### Description of the task
Say how many lines in the following entries include "Transversal", and add nothing else.

### Data supplied
BEGIN

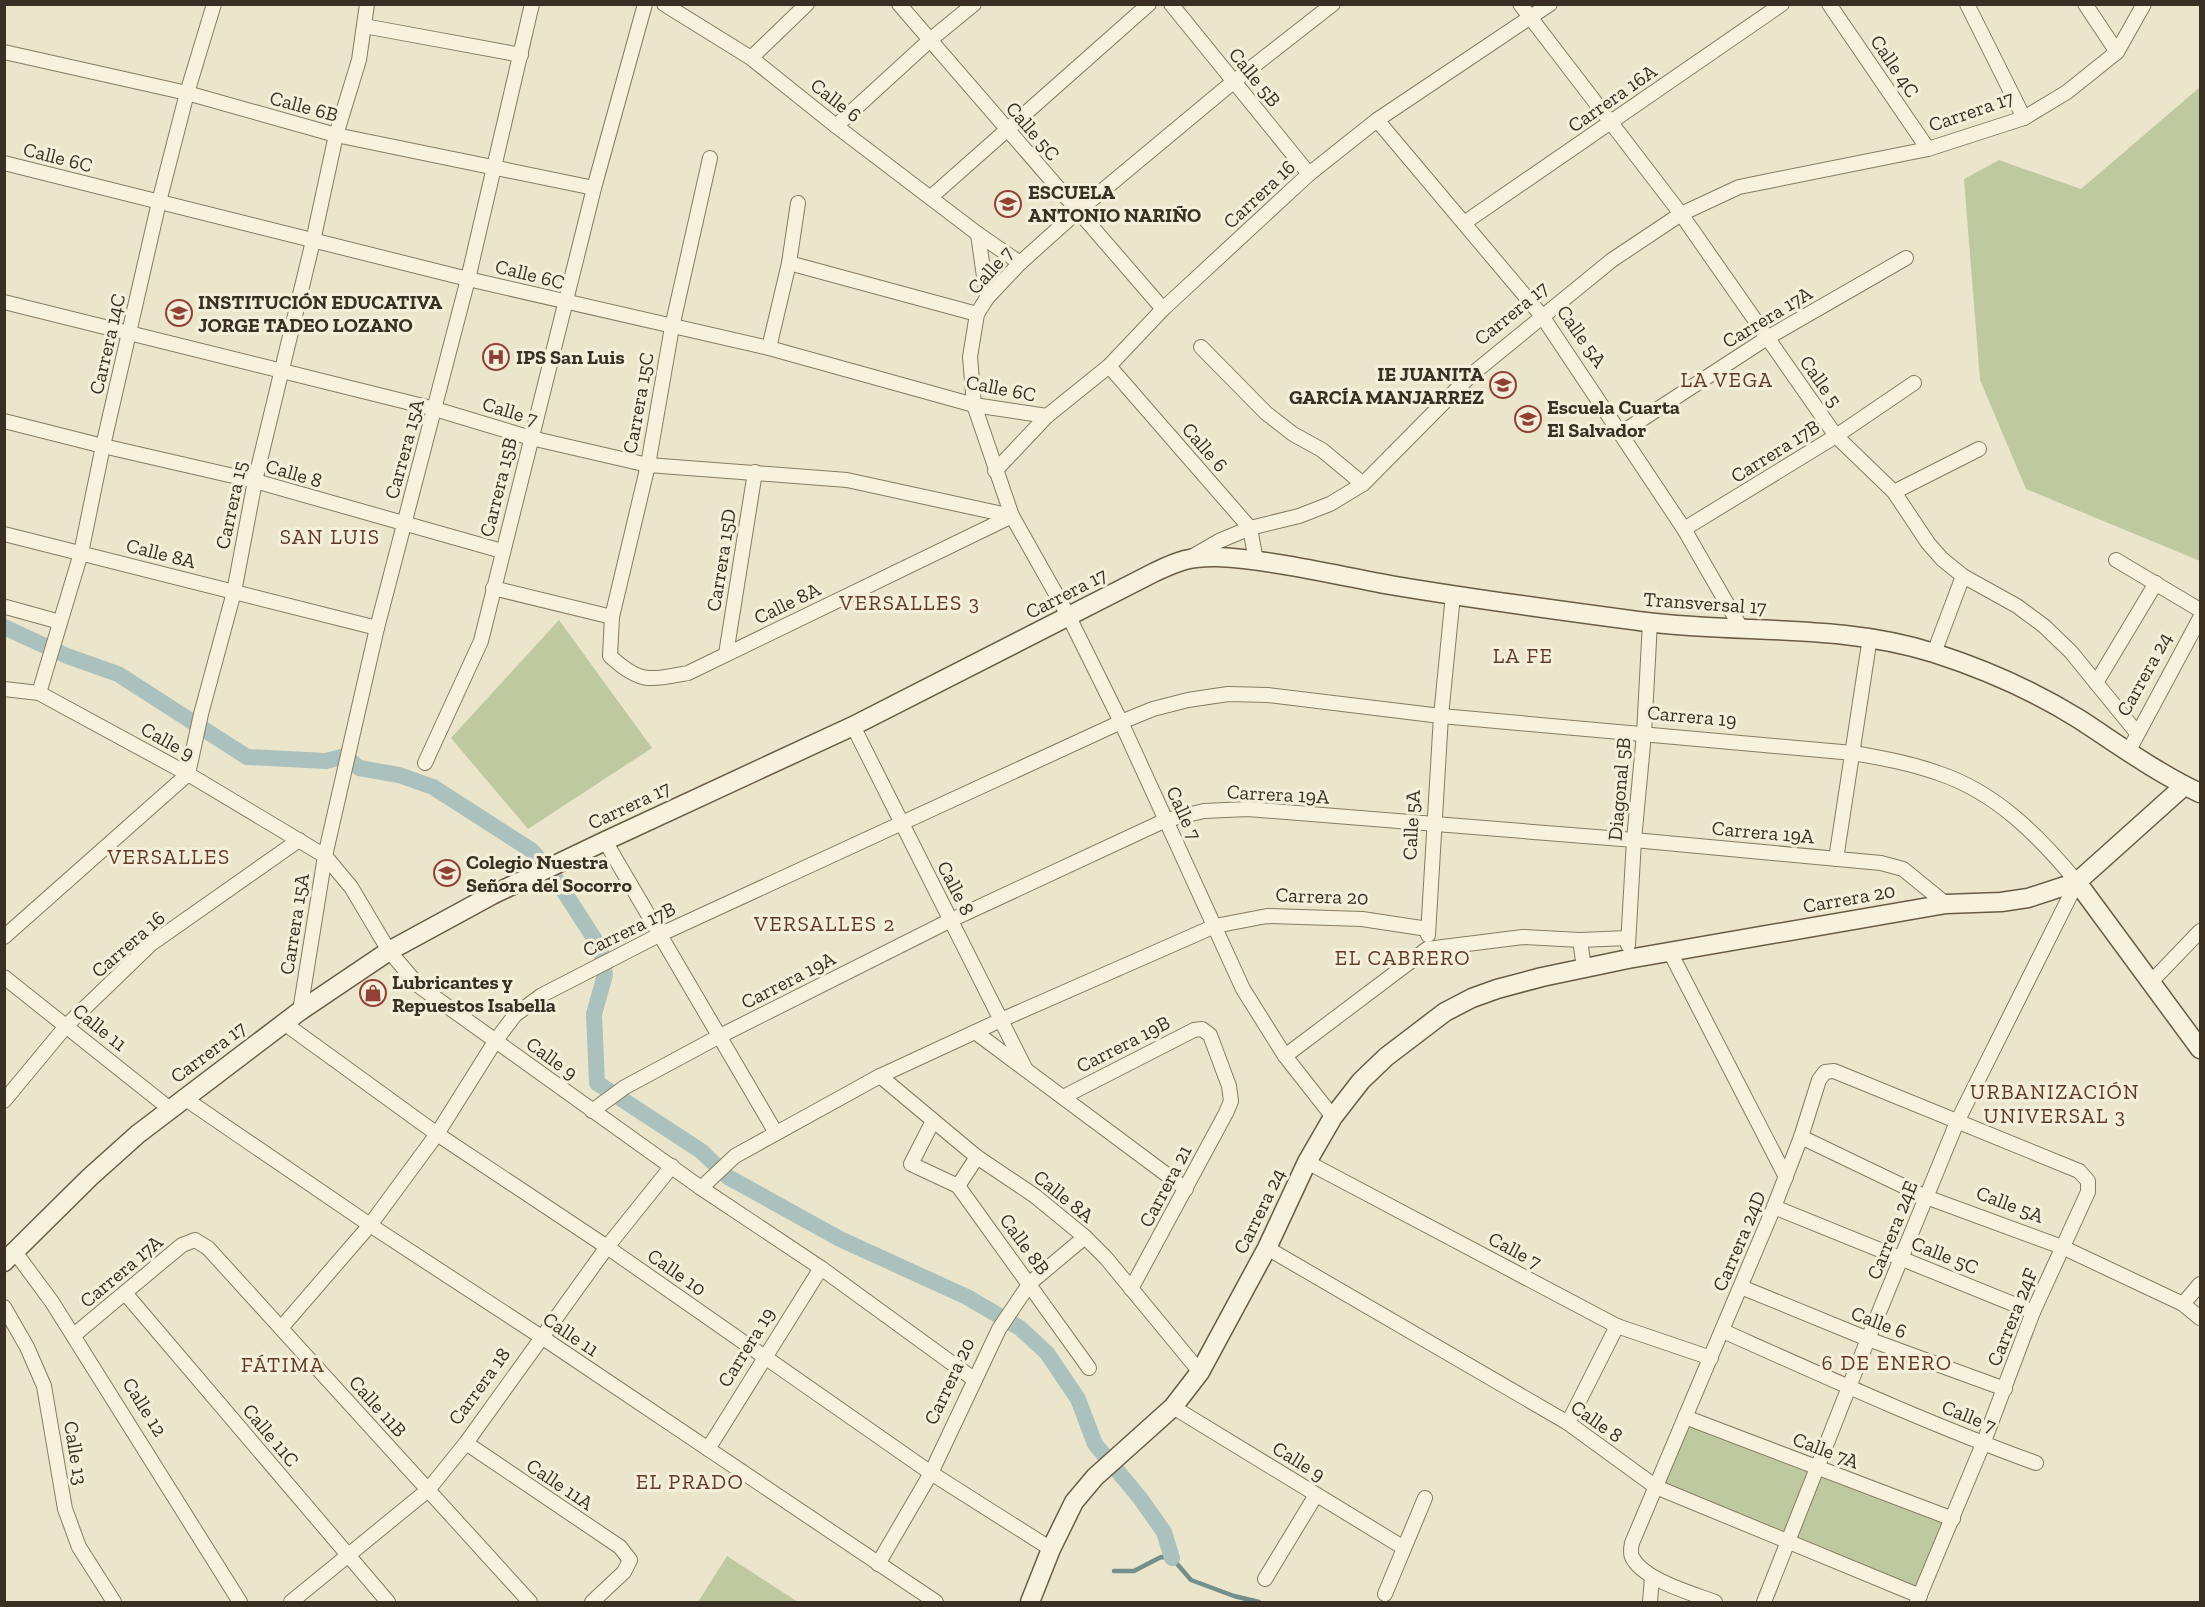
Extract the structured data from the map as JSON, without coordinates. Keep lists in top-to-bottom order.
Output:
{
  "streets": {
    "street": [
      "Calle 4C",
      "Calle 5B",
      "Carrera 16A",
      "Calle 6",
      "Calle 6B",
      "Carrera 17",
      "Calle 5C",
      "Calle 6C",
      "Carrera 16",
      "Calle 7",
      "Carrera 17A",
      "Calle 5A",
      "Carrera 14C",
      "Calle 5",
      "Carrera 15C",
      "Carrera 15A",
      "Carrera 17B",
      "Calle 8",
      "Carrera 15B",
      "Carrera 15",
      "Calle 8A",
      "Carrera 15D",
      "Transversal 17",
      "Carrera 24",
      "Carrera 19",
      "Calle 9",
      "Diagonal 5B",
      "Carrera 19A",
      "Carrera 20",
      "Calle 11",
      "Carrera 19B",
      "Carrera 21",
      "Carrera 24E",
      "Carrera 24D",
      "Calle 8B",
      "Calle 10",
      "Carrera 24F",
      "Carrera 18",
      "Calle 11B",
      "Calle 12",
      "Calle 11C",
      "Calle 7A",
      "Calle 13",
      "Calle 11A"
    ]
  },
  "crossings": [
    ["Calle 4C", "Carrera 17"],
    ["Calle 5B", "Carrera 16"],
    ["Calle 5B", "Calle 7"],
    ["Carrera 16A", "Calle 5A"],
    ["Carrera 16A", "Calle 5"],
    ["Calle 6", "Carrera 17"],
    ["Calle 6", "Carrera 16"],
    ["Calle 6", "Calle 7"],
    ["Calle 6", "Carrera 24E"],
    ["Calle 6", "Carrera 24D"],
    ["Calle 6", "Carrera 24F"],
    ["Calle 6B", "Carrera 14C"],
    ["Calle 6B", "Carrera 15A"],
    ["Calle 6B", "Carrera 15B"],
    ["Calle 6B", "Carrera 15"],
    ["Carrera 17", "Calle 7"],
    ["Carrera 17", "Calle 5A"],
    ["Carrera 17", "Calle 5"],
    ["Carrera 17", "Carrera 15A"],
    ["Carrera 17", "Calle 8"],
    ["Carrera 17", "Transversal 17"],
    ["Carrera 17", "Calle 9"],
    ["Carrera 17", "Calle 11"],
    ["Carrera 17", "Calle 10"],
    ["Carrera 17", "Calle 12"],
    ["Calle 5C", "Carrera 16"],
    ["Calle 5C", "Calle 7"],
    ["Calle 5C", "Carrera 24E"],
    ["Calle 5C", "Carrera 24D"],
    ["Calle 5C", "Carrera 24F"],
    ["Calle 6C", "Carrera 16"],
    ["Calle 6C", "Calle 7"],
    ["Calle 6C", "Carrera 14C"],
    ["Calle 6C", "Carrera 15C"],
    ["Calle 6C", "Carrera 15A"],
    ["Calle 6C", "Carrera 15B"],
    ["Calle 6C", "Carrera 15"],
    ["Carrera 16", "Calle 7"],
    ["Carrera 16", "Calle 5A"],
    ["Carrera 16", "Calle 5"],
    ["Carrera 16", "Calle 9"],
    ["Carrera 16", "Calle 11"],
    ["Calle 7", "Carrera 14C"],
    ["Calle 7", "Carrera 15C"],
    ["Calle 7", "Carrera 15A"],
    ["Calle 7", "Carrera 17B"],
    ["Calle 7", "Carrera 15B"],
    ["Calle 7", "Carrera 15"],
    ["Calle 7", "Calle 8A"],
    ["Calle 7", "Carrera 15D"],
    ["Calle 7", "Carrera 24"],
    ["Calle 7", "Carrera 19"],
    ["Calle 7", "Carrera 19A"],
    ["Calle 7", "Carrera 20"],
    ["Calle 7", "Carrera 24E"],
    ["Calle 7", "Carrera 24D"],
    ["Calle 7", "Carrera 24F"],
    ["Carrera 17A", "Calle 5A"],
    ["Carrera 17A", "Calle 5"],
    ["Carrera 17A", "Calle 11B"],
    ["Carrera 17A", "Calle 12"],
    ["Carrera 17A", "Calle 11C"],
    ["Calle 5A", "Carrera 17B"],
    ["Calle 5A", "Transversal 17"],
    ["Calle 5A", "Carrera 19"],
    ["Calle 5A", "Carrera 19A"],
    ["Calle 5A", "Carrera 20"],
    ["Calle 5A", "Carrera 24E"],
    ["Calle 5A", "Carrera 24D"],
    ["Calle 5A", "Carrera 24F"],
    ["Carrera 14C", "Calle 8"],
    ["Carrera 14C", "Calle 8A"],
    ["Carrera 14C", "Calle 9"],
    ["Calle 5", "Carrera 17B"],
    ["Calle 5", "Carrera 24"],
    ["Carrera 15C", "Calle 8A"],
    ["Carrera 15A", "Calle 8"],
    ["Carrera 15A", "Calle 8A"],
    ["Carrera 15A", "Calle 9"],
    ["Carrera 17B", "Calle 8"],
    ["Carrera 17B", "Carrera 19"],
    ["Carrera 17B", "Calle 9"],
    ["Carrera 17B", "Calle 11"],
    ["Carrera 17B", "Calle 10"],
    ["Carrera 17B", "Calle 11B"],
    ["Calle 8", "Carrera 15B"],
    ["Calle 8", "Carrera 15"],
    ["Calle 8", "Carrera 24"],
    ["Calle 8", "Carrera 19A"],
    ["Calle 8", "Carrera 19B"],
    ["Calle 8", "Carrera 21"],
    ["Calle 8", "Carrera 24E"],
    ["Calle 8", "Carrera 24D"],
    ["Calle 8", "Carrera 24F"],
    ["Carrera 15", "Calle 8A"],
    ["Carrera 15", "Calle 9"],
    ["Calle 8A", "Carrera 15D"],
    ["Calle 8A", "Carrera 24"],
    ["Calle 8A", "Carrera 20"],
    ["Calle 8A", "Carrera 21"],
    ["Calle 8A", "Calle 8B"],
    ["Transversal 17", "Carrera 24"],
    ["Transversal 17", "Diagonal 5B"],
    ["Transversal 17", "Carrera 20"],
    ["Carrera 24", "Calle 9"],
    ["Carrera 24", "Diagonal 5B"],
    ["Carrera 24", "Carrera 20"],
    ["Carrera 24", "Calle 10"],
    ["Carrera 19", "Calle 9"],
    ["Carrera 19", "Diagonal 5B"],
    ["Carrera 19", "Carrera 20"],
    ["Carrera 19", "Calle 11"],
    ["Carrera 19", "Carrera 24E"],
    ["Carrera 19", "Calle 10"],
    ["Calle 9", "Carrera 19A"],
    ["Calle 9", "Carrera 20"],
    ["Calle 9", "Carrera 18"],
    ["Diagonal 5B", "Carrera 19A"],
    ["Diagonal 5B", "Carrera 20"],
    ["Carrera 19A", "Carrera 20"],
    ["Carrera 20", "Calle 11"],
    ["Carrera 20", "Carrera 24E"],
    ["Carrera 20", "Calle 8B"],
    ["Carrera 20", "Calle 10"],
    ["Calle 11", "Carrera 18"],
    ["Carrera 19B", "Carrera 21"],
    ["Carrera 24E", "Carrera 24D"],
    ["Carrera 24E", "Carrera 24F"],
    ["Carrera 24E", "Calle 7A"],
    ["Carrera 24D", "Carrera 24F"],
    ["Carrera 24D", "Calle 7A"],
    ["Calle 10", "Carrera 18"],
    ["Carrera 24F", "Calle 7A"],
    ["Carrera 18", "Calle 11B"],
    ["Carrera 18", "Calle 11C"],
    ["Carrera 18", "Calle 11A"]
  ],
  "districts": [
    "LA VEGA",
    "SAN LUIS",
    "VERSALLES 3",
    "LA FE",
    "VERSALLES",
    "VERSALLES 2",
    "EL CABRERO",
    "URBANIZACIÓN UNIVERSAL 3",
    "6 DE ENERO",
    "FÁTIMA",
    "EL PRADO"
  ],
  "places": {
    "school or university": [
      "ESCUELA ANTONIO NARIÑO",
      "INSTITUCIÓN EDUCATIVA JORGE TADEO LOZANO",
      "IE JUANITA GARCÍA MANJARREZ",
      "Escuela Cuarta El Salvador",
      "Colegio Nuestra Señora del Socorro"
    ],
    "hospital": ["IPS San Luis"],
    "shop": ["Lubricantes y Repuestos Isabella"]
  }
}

END

### Task response
6